BPS: 95 dari 100 Orang Angkatan Kerja Sudah Memiliki Pekerjaan

waktu baca 2 menit

Dengan kata lain, sekitar 95 dari 100 orang angkatan kerja merupakan penduduk bekerja

Jakarta (KABARIN) - Badan Pusat Statistik (BPS) menyatakan 95 dari 100 orang angkatan kerja di tanah air sudah memiliki pekerjaan dengan angka pekerja pada November 2025 mencapai 147,91 juta orang.

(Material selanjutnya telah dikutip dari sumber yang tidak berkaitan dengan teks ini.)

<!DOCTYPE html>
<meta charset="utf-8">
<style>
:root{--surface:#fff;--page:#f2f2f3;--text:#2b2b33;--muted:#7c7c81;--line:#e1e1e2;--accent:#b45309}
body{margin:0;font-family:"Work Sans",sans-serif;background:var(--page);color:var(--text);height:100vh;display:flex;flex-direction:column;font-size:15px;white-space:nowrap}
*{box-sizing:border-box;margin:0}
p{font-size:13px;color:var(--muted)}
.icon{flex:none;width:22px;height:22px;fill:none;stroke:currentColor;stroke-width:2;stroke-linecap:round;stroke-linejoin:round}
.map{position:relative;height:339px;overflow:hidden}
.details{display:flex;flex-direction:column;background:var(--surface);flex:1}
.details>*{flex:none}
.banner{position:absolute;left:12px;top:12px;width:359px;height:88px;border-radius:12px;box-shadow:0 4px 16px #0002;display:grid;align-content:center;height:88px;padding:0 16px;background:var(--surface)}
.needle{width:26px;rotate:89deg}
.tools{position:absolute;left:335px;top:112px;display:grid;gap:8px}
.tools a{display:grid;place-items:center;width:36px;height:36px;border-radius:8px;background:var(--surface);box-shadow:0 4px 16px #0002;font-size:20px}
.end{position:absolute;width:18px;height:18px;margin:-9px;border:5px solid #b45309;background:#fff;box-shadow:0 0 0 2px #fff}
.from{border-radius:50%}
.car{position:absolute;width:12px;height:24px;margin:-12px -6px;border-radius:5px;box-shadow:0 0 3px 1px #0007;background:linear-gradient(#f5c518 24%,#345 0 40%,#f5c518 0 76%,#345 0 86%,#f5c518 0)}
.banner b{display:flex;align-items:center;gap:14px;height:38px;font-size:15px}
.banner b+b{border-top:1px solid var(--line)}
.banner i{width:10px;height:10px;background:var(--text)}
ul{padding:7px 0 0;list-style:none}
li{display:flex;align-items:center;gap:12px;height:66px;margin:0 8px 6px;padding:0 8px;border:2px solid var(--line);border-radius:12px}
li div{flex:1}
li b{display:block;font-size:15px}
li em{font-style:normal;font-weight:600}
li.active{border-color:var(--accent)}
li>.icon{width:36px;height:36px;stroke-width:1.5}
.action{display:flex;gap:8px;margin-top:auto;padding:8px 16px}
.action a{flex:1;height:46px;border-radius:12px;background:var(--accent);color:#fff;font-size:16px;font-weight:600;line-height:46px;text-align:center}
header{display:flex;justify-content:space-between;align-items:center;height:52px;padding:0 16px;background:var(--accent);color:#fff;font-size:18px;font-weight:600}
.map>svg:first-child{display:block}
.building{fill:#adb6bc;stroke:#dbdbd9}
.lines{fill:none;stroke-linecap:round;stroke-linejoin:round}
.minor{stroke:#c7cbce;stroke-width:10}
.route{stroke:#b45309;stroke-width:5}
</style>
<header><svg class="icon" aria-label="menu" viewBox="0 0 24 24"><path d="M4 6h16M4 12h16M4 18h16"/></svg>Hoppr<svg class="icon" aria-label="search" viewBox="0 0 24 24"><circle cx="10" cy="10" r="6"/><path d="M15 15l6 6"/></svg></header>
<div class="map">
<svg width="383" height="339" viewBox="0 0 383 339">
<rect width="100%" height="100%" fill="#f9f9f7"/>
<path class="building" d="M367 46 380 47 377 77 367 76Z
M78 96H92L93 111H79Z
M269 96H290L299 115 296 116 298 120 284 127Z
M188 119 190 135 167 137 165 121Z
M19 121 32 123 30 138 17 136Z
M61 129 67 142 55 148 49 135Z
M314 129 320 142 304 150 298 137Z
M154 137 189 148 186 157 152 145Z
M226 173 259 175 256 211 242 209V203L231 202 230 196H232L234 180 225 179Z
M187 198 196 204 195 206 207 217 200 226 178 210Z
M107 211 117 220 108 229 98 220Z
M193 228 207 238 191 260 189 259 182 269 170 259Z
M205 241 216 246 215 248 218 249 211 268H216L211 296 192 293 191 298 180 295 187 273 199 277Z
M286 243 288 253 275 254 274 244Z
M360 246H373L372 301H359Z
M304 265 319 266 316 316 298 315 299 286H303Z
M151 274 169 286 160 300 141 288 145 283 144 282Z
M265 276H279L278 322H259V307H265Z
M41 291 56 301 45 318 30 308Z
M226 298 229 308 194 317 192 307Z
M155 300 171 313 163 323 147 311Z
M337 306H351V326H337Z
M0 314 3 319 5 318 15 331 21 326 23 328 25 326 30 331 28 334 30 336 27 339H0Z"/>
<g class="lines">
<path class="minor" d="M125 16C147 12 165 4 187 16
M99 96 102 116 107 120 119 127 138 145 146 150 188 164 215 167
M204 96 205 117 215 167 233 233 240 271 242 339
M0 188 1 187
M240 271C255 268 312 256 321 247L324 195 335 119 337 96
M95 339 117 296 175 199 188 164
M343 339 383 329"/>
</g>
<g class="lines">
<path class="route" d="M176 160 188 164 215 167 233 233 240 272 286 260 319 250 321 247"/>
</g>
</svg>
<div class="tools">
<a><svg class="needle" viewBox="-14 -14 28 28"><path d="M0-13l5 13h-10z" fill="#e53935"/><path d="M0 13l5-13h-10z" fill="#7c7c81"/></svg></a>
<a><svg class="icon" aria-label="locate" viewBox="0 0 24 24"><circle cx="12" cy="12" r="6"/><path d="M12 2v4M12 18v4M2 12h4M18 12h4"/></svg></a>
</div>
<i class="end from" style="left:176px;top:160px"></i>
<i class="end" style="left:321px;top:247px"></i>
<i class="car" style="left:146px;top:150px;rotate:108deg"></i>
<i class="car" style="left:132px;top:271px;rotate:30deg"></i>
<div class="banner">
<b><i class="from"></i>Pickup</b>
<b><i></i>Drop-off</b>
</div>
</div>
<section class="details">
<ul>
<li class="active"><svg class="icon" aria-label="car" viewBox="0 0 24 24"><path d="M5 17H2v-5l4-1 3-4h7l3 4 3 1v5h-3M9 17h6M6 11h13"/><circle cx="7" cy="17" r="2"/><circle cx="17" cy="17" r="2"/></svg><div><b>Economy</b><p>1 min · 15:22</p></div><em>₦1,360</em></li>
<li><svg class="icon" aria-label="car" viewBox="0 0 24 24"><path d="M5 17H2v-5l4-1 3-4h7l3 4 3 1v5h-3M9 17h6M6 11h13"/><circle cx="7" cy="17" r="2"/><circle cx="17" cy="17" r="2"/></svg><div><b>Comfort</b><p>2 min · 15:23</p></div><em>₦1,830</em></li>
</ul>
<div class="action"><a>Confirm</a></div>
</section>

“Tingkat pengangguran terbuka pada bulan November 2025 adalah sebesar 4,74 persen. Dengan kata lain, sekitar 95 dari 100 orang angkatan kerja merupakan penduduk bekerja,” ujar Kepala BPS Amalia Adininggar Widyasanti di Jakarta, Kamis.

Ia menjelaskan dari seluruh penduduk usia kerja atau berusia 15 tahun ke atas, sekitar 71 dari 100 orang merupakan angkatan kerja atau telah aktif di pasar kerja.

Dari jumlah penduduk bekerja yang mencapai 147,91 juta orang, katanya sebesar 38,81 persen berstatus sebagai buruh, karyawan atau pegawai. Angka ini naik 625 ribu orang dari Agustus 2025.

Lebih lanjut, ia menyampaikan sejalan dengan meningkatnya jumlah buruh dan pegawai, proporsi pekerja formal juga mengalami kenaikan.

Per November 2025, proporsi pekerja formal mencapai 42,3 persen dari total penduduk bekerja.

Dari sisi pendidikan, sebanyak 13,01 persen penduduk bekerja berpendidikan tinggi atau bergelar diploma ke atas. Sementara itu, 34,63 persen penduduk bekerja berpendidikan SD ke bawah.

BPS juga mencatat adanya peningkatan pekerja penuh waktu, dengan persentase pekerja yang bekerja minimal 35 jam per minggu mencapai 67,94 persen atau sekitar 100,5 juta orang.

Menurut dia, angka ini naik 0,62 basis poin dibandingkan Agustus 2025 yang sebesar 67,32 persen.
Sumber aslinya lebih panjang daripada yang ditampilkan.